## Exercise prompt
Look for the string "from" in the listing. Copy each line that has it.

## Input
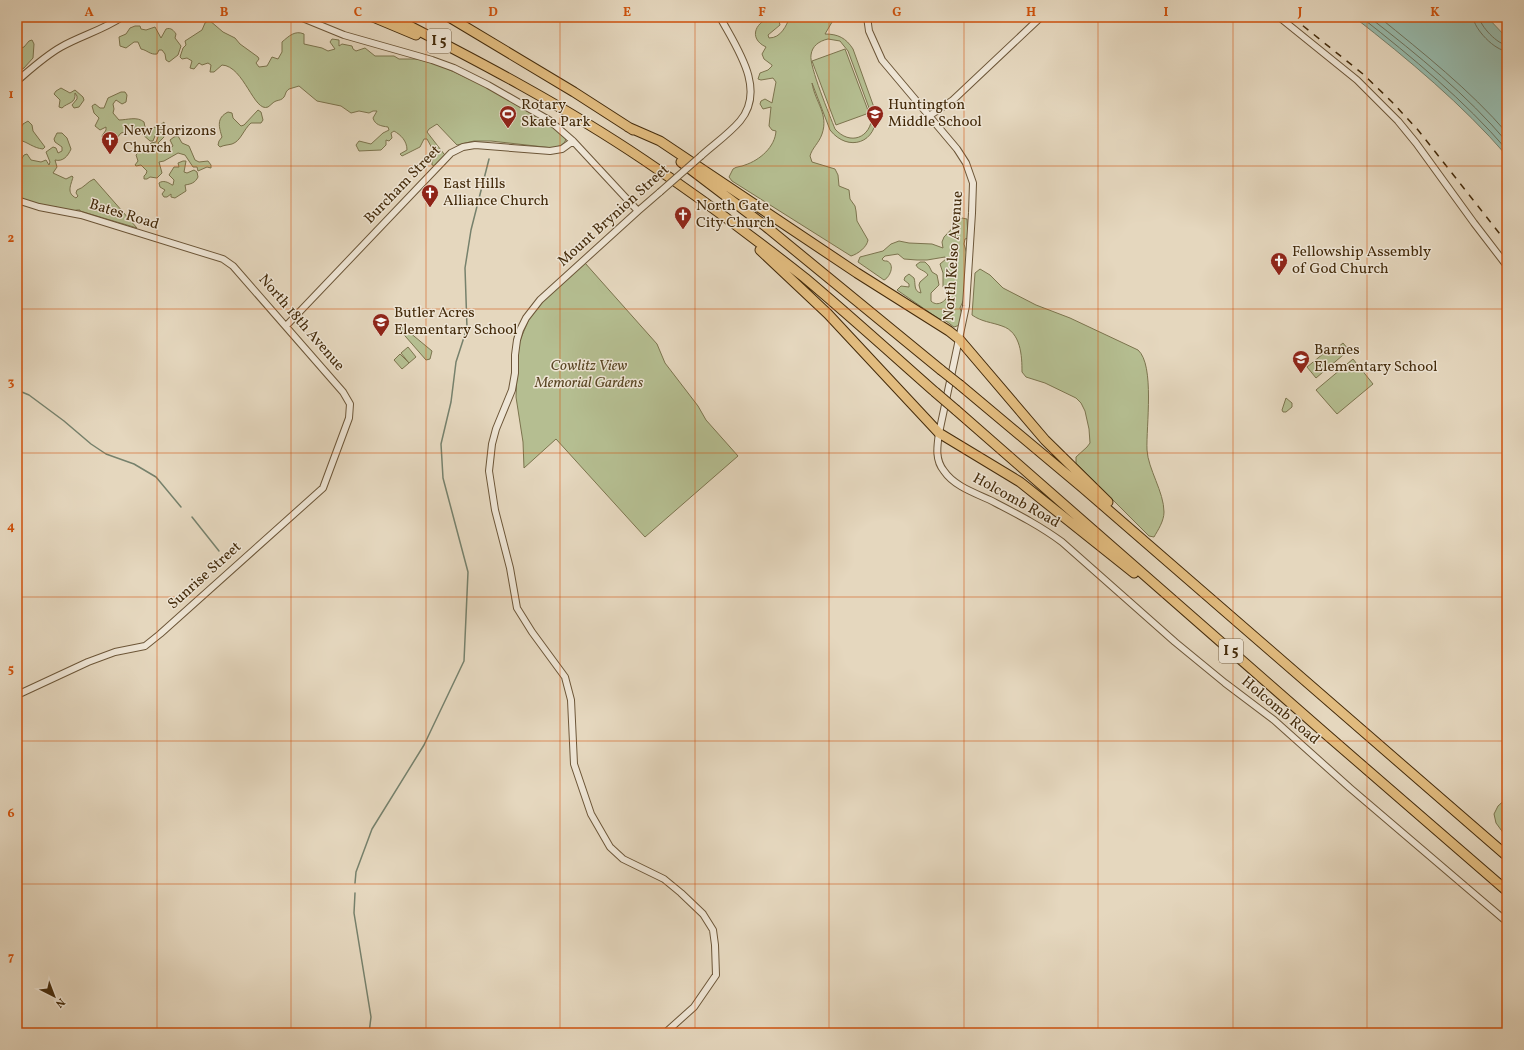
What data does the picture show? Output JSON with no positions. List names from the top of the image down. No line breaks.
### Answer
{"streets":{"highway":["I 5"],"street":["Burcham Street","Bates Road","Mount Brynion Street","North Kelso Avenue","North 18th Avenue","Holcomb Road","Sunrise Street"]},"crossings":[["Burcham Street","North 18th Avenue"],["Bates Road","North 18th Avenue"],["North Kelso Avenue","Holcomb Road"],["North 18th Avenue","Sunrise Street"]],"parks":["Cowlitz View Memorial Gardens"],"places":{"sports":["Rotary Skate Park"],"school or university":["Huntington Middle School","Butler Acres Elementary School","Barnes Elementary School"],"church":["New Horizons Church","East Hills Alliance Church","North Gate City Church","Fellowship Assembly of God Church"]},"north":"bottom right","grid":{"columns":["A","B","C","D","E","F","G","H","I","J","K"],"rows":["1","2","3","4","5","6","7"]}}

...

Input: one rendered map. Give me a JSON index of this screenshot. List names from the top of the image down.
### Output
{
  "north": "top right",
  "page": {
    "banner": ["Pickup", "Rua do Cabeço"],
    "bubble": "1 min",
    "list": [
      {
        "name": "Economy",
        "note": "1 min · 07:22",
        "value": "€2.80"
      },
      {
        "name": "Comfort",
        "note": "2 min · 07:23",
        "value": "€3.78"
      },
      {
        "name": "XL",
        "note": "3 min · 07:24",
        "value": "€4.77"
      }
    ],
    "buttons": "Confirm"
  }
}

## Answer below
What data does the picture show? Output JSON with no positions. List names from the top of the image down. No line breaks.
Input: one rendered map. Give me a JSON index of this screenshot. List names from the top of the image down.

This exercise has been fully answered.